*WHAT THIS TASK INVOLVES*:
Which lines below fall between the one containing "Localize all text" and the one containing "Detect all labels, markers"? Repeat them exactly, counting both of those lines, and add nothing else.

Stored data:

Content starts

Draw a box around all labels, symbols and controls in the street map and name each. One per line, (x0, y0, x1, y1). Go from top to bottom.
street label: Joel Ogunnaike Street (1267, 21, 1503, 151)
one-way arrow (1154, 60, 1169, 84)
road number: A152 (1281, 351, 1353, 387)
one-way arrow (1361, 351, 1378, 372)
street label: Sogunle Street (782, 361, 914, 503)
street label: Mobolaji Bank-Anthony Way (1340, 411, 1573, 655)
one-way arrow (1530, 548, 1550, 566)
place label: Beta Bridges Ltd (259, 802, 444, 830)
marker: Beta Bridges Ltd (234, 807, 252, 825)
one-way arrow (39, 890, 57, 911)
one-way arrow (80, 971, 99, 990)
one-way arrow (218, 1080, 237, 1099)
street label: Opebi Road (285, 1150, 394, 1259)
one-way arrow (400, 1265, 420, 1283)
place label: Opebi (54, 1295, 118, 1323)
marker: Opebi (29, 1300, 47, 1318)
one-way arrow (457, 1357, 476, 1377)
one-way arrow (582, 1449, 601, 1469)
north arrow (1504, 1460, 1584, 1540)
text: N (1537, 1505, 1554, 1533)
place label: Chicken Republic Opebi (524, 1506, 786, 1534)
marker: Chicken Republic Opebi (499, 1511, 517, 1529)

Content ends
Content starts

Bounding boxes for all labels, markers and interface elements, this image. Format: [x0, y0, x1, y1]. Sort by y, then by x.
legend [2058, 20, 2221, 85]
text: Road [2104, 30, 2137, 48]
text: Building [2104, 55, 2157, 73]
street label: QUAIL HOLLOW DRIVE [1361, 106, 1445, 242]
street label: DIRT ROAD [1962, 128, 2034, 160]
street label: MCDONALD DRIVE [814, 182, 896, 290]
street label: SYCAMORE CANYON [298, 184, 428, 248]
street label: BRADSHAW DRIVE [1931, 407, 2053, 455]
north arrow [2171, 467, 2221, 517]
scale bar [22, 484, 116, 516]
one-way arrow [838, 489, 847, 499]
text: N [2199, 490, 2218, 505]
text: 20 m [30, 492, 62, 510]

Content ends
Content starts

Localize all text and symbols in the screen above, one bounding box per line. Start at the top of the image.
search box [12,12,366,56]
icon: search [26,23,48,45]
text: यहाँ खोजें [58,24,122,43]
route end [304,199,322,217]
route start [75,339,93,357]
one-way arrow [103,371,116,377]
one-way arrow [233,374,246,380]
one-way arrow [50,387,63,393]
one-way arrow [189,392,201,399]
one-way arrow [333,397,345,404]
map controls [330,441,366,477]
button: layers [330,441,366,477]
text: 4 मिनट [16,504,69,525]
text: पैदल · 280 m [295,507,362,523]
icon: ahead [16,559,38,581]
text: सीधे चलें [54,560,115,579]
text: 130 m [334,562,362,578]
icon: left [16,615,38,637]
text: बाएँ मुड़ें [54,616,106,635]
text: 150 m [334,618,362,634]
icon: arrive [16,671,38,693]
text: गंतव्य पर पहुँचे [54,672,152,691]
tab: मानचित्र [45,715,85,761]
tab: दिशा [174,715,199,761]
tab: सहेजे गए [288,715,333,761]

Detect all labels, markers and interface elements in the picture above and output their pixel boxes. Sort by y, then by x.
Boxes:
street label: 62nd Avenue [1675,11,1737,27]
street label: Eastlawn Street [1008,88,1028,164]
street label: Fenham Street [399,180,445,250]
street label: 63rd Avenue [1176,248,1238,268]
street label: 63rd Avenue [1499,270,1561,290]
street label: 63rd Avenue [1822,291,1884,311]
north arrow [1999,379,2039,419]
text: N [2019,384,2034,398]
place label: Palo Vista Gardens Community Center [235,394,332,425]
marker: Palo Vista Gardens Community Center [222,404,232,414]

Content ends

*EXERCISE SOLUTION*:
Localize all text and symbols in the screen above, one bounding box per line. Start at the top of the image.
search box [12,12,366,56]
icon: search [26,23,48,45]
text: यहाँ खोजें [58,24,122,43]
route end [304,199,322,217]
route start [75,339,93,357]
one-way arrow [103,371,116,377]
one-way arrow [233,374,246,380]
one-way arrow [50,387,63,393]
one-way arrow [189,392,201,399]
one-way arrow [333,397,345,404]
map controls [330,441,366,477]
button: layers [330,441,366,477]
text: 4 मिनट [16,504,69,525]
text: पैदल · 280 m [295,507,362,523]
icon: ahead [16,559,38,581]
text: सीधे चलें [54,560,115,579]
text: 130 m [334,562,362,578]
icon: left [16,615,38,637]
text: बाएँ मुड़ें [54,616,106,635]
text: 150 m [334,618,362,634]
icon: arrive [16,671,38,693]
text: गंतव्य पर पहुँचे [54,672,152,691]
tab: मानचित्र [45,715,85,761]
tab: दिशा [174,715,199,761]
tab: सहेजे गए [288,715,333,761]

Detect all labels, markers and interface elements in the picture above and output their pixel boxes. Sort by y, then by x.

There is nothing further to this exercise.